Record set:
+++
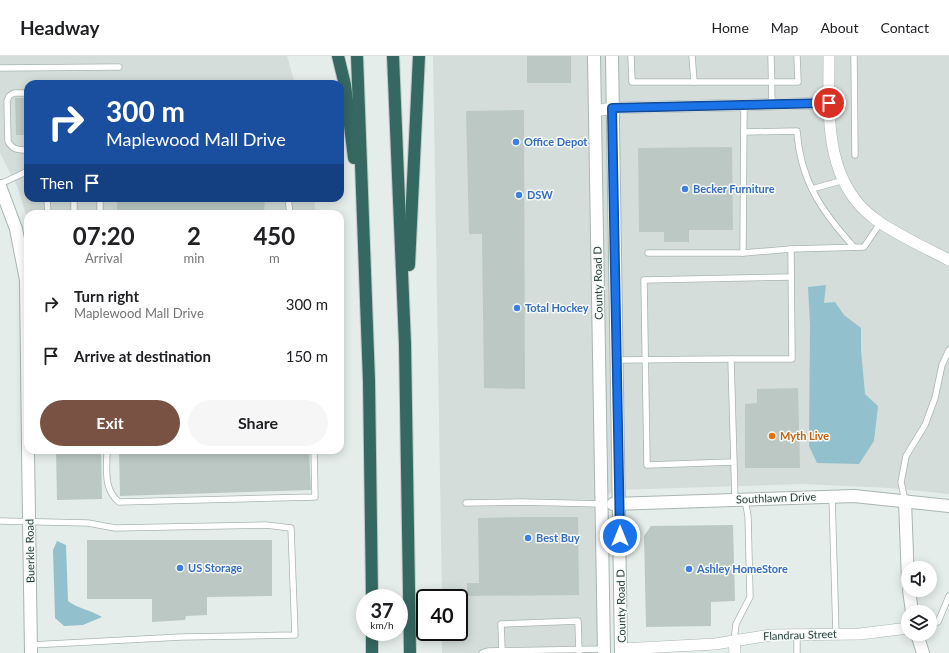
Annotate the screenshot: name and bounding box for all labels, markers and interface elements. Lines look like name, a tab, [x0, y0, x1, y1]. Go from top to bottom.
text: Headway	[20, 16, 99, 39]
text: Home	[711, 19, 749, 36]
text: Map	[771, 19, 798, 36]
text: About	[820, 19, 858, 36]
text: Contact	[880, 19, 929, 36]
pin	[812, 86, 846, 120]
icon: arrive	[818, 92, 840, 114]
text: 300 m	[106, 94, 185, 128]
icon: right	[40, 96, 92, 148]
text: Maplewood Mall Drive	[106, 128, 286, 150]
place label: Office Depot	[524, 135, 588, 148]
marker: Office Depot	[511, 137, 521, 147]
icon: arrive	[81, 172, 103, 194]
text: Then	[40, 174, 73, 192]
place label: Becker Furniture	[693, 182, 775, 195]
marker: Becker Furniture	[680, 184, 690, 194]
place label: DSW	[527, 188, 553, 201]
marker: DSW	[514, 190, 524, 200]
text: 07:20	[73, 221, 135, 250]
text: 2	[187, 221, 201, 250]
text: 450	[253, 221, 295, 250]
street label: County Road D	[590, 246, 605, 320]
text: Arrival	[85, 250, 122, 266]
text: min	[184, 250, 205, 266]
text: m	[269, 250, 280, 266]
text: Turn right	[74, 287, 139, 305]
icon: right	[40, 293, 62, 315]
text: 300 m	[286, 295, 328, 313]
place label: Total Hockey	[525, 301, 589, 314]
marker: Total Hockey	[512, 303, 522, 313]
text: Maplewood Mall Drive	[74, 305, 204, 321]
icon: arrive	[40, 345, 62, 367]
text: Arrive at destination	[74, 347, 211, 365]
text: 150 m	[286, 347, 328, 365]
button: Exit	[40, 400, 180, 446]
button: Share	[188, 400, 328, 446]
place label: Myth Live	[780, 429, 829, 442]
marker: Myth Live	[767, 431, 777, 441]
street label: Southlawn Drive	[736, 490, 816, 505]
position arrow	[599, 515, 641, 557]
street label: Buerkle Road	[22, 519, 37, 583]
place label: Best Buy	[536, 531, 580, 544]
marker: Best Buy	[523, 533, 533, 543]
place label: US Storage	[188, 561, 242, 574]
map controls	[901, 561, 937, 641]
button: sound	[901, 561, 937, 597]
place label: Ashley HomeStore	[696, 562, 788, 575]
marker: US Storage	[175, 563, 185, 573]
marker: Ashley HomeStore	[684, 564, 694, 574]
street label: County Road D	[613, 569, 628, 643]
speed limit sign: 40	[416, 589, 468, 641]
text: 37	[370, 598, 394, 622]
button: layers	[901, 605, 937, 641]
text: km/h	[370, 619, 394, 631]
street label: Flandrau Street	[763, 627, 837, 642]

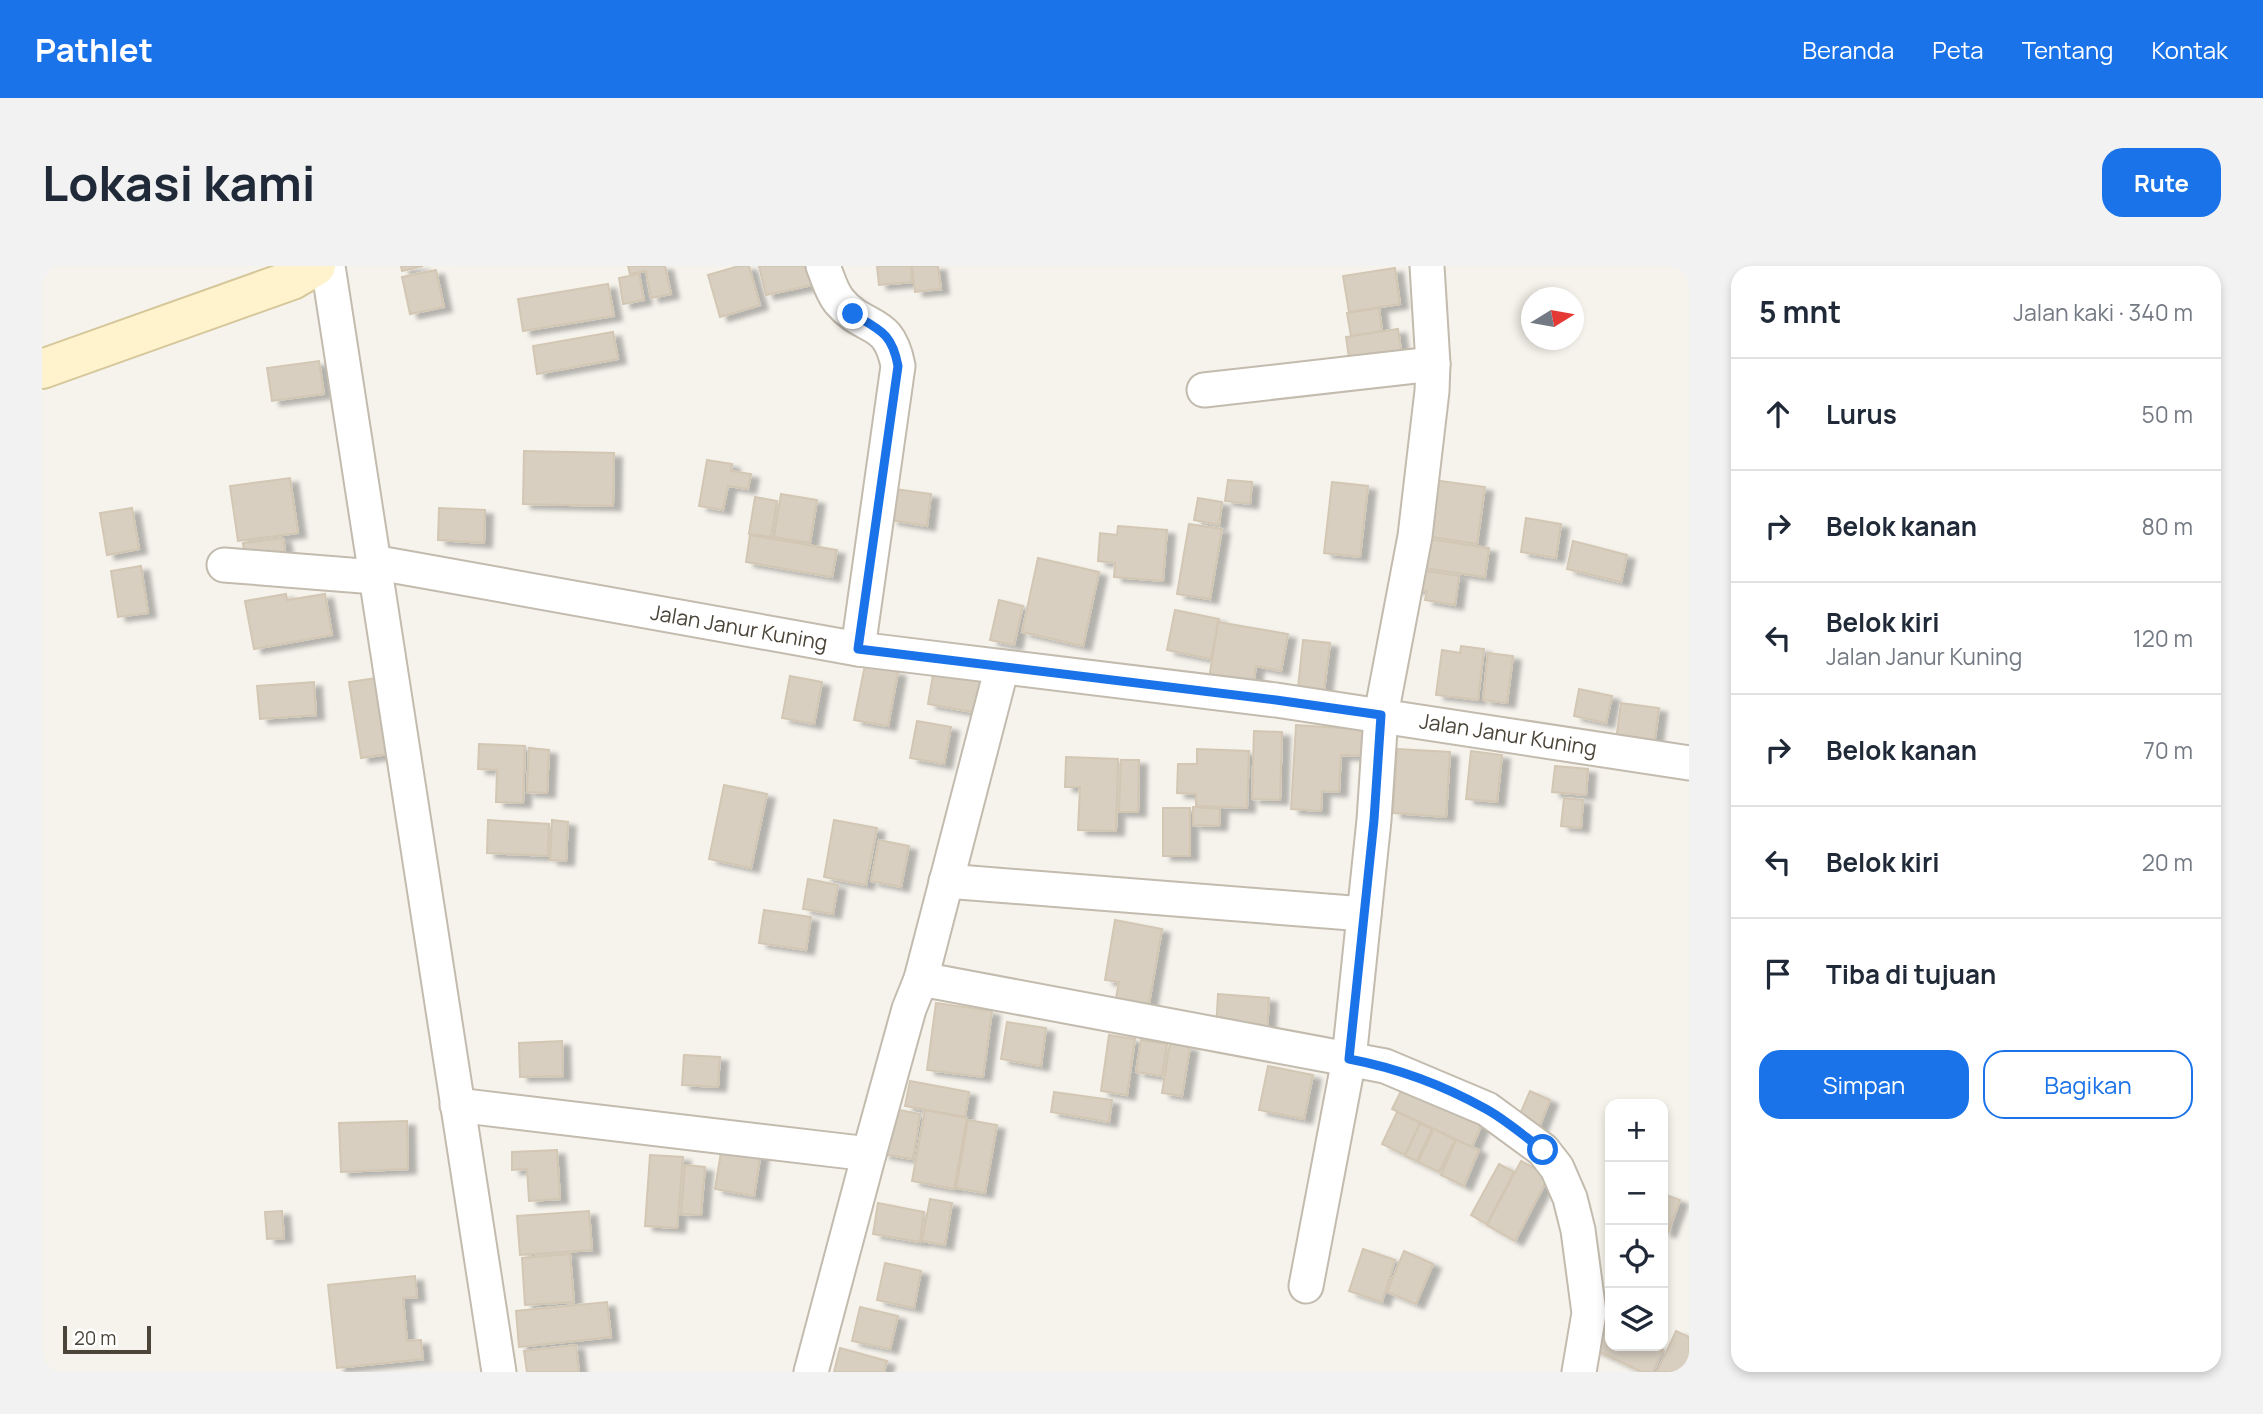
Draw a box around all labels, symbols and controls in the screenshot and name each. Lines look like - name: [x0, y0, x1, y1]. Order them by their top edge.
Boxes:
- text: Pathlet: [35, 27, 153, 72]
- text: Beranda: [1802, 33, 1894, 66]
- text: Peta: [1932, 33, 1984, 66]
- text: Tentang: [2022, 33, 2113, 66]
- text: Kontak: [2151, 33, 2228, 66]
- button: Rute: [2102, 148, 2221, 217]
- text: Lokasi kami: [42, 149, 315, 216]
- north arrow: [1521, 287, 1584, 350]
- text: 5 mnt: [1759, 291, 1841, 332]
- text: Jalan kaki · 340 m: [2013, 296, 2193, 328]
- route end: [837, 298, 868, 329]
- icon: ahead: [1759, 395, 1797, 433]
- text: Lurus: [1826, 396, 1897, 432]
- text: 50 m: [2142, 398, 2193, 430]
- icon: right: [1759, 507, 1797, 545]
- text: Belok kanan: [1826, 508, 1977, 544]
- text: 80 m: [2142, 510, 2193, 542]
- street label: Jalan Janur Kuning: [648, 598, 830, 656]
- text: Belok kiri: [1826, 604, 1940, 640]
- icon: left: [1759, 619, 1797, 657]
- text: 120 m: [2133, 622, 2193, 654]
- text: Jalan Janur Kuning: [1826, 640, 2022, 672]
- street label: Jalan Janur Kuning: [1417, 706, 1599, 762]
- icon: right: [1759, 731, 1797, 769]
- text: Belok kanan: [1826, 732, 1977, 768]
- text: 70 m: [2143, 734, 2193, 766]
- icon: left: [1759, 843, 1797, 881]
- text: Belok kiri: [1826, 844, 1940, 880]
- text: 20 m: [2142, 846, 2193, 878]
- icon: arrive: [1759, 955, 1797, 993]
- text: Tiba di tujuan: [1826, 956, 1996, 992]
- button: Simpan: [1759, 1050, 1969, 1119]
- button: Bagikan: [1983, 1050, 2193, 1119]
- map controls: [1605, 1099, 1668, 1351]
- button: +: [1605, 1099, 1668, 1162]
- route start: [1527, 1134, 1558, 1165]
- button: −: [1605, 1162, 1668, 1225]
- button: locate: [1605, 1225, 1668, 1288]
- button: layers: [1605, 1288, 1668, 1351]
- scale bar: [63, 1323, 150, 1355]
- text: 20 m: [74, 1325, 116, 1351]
+++
To do: Look for "Mall" in each line of the material, then copy the lines where it is found.

Answer section:
text: Maplewood Mall Drive	[106, 128, 286, 150]
text: Maplewood Mall Drive	[74, 305, 204, 321]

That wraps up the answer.